So I, unfortunately, came across this TikTok on my FYP and it set off major alarms. First of all, why the hell did it come onto my page, and second, is this even true? If you don’t want to watch the TikTok I’ve got you covered:
The person who made the TikTok cites these books and articles:
Dear Leader My Escape From North Korea by Jane Jin Sung
Nothing To Envy Ordinary Lives In North Korea by Barbara Demick
Rogue Regime Kim Jong Il and the looming threat of North Korea by Jasper Decker
Without You, There Is No Us by Suki Kim
Under The Loving Care Of The Fatherly Leader by Bradley K. Martin
North Korea’s Organization and Guidance Department by Robert Collins
The articles:
https://www.thenationalnews.com/world/asia/pleasure-squad-defector-sheds-light-on-life-of-kim-jong-il-1.481988?outputType=amp
https://www.newyorker.com/magazine/2005/08/22/kimworld
https://www.news.com.au/lifestyle/real-life/wtf/the-secret-sex-parties-of-north-koreas-elite/news-story/567c1e94e43066b585feaebaad61900b
https://www.gq.com/story/kim-jong-il-sushi-chef-kenji-fujimoto-adam-johnson
https://www.independent.co.uk/news/people/kim-jongun-reinstates-pleasure-troupe-harem-of-young-women-10150879.html
Transcript:
“The pleasure squad is comprised of about 2000 North Korean girls divided into three different teams: there’s the sexual services team, the massages team, and the entertainment team. These young girls are appointed to the squad in middle school or high school, typically between the ages of 13 to 16 and they serve for about 10 years. This squad is run as official part of the government. It’s under the Cadres department, which is run by this man, Kim Phyong Hae, and it not only serves Kim Jong Un, it serves his top leaders and his inner circle. This squad is also nothing new in North Korea. Kim Jong Un’s father, Kim Jong Il, and his father, Kim Il Sung. Both had pleasure squads for themselves. The government has an official process which they do every single year to find new girls for the squad. Theres also specific selection criteria for who they can choose to put on the squad and I want to read a firsthand account from this book (Nothing to Envy) on what the process looks like: this is a firsthand account from a woman named Mi-ran
now, fortunately, Mi-ran was not selected to go any further, her family was not at a high enough social class for her to be selected, but the girls who do go further have to meet strict criteria: they have to be a certain height, free of scars and blemishes, and had to have a soft, feminine voice, they were also required to be a virgin. After the top girls are selected they are sent to Section 5 of the Cadres department. The Cadres department reviews the list, whittles them down, and then sends their final selections to the North Korean leader. He then handpicks who he wants to be on his squad, thee new recruits go to a six month training course before they start, they are then assigned to one of the royal residences around North Korea. It says 32 here but there’s a lot more nowadays. This book (Rogue Regime) is a little bit old. We have stories from men who are either related to the North Korean leader, or served him in some capacity, talking about the Pleasure Squad. The girls were constant presences at guest houses regardless of what team they were on. They typically all had to do some sort of sexual services including stripping naked or playing erotic games. Once the girls have served a decade, when they hit their mid twenties, they’re retired from their roles, they’re typically then married off to elite guards of Kim Jong Un and regardless, they’re kept under close watch because they’ve seen so much behind the scenes. Theres only one case in history where we know a group of girls were allowed to return to their families; they were each paid $4000, which is a lot in North Korea, as well as giving gifts in exchange for swearing to secrecy. Anybody who broke this pledge would be immediately executed.”

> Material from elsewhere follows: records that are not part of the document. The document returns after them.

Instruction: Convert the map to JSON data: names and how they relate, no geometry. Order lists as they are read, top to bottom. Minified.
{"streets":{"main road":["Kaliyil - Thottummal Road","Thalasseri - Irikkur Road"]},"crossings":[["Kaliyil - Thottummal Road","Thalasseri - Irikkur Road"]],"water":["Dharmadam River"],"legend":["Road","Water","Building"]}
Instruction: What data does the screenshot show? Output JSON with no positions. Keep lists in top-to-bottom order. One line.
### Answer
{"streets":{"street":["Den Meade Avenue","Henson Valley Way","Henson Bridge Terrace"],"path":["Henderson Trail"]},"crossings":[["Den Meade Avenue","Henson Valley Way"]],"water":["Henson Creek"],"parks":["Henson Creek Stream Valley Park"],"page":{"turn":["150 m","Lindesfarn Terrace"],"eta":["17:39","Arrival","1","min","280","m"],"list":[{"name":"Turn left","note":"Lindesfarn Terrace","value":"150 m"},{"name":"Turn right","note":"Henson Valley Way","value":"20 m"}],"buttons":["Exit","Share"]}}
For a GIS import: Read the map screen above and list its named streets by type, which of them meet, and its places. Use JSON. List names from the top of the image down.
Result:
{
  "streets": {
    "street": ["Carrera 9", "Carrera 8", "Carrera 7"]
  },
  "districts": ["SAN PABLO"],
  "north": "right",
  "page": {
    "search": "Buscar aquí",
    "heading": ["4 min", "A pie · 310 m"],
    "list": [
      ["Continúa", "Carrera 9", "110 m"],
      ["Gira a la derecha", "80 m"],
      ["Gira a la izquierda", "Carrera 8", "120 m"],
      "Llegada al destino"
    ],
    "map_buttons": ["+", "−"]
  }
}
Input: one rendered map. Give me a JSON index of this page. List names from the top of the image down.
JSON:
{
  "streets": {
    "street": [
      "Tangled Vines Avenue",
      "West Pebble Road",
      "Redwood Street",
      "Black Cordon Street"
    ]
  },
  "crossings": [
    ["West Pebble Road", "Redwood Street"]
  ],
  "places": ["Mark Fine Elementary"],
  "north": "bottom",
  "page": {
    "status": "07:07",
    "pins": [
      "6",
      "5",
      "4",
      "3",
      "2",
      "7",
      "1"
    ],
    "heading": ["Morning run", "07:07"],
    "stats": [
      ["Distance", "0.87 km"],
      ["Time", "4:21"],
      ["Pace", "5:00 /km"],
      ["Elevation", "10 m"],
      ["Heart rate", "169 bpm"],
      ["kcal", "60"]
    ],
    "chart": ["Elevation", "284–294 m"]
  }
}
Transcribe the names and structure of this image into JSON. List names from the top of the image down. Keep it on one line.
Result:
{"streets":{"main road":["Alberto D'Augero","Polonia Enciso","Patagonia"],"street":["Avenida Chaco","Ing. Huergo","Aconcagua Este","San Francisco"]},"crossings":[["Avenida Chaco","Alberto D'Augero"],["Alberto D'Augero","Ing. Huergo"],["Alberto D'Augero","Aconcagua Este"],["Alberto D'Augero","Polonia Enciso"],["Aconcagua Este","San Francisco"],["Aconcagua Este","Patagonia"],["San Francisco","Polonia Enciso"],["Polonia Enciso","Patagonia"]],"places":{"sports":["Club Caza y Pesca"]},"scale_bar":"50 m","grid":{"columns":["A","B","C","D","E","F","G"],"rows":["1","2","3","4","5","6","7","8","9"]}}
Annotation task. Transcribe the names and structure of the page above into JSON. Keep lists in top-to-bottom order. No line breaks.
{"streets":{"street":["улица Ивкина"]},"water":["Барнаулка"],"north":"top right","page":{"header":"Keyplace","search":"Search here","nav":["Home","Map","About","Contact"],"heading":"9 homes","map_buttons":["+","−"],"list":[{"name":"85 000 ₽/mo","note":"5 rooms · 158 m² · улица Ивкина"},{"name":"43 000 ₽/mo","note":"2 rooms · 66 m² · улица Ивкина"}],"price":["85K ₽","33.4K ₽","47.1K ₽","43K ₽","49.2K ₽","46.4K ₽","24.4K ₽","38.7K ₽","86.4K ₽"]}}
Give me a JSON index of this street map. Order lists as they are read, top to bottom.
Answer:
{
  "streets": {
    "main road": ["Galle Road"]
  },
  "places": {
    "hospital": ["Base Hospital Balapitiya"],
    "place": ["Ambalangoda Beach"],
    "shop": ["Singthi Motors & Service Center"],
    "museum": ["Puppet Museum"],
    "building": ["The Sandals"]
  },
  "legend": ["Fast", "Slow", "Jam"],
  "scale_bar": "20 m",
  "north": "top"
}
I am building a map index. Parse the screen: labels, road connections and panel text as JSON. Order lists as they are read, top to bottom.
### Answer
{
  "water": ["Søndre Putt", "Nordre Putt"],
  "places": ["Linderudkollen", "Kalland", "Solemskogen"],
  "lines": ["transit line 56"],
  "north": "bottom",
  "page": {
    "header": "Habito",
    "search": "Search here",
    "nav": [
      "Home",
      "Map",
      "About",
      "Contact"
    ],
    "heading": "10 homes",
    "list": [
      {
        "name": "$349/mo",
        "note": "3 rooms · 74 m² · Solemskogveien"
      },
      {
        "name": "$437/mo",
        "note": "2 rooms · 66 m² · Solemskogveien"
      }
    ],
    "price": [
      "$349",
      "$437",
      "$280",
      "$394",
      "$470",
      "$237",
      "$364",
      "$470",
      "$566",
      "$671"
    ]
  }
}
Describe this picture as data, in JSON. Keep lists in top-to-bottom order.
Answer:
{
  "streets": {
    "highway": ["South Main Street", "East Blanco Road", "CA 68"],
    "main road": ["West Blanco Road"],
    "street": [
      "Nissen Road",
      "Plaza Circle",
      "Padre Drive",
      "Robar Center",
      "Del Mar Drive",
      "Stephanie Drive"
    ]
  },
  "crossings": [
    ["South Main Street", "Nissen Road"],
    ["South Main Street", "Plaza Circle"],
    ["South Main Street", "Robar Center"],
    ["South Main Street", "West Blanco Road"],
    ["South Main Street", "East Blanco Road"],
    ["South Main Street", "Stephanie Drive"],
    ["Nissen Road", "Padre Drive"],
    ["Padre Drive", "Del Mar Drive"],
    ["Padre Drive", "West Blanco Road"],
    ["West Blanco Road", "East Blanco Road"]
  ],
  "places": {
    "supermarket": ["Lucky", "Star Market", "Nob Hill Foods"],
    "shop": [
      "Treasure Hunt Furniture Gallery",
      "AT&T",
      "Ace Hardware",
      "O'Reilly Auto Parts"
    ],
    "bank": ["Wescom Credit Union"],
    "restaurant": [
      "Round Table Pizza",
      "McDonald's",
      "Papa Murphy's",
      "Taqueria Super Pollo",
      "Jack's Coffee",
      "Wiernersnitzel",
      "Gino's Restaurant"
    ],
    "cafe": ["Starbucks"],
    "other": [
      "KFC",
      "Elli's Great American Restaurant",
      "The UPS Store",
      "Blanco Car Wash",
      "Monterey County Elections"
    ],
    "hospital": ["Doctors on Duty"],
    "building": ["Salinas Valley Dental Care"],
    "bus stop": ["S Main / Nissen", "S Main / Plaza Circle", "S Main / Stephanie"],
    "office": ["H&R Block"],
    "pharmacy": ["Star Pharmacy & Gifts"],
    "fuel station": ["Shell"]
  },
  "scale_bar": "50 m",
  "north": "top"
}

When reading books written in the imperial core, about the enemies/targets of imperialist nations, I would keep this in mind:
Source (video interview)
Also note:
It's a recognized problem in south Korea that "time and time again, conservative outlets and foreign media circulate and reproduce rumors [about DPRK] based on questionable sources ... retractions and apologies are rarely ever provided when the reports are shown to be false" and "Sometimes, the South Korean government itself has been the epicenter of false reports ... The situation has been made worse by defector groups aggressively proliferating claims from unverified 'North Korean sources,' as if attempting to draw attention to themselves."
South Korea's national intelligence service (NIS) forges documents to frame people and tortures them into false confessions as well as pays defectors for sensational stories and harasses and silences people who say positive things about DPRK (and takes away their passports so they can't go back, even when they came to south Korea against their will)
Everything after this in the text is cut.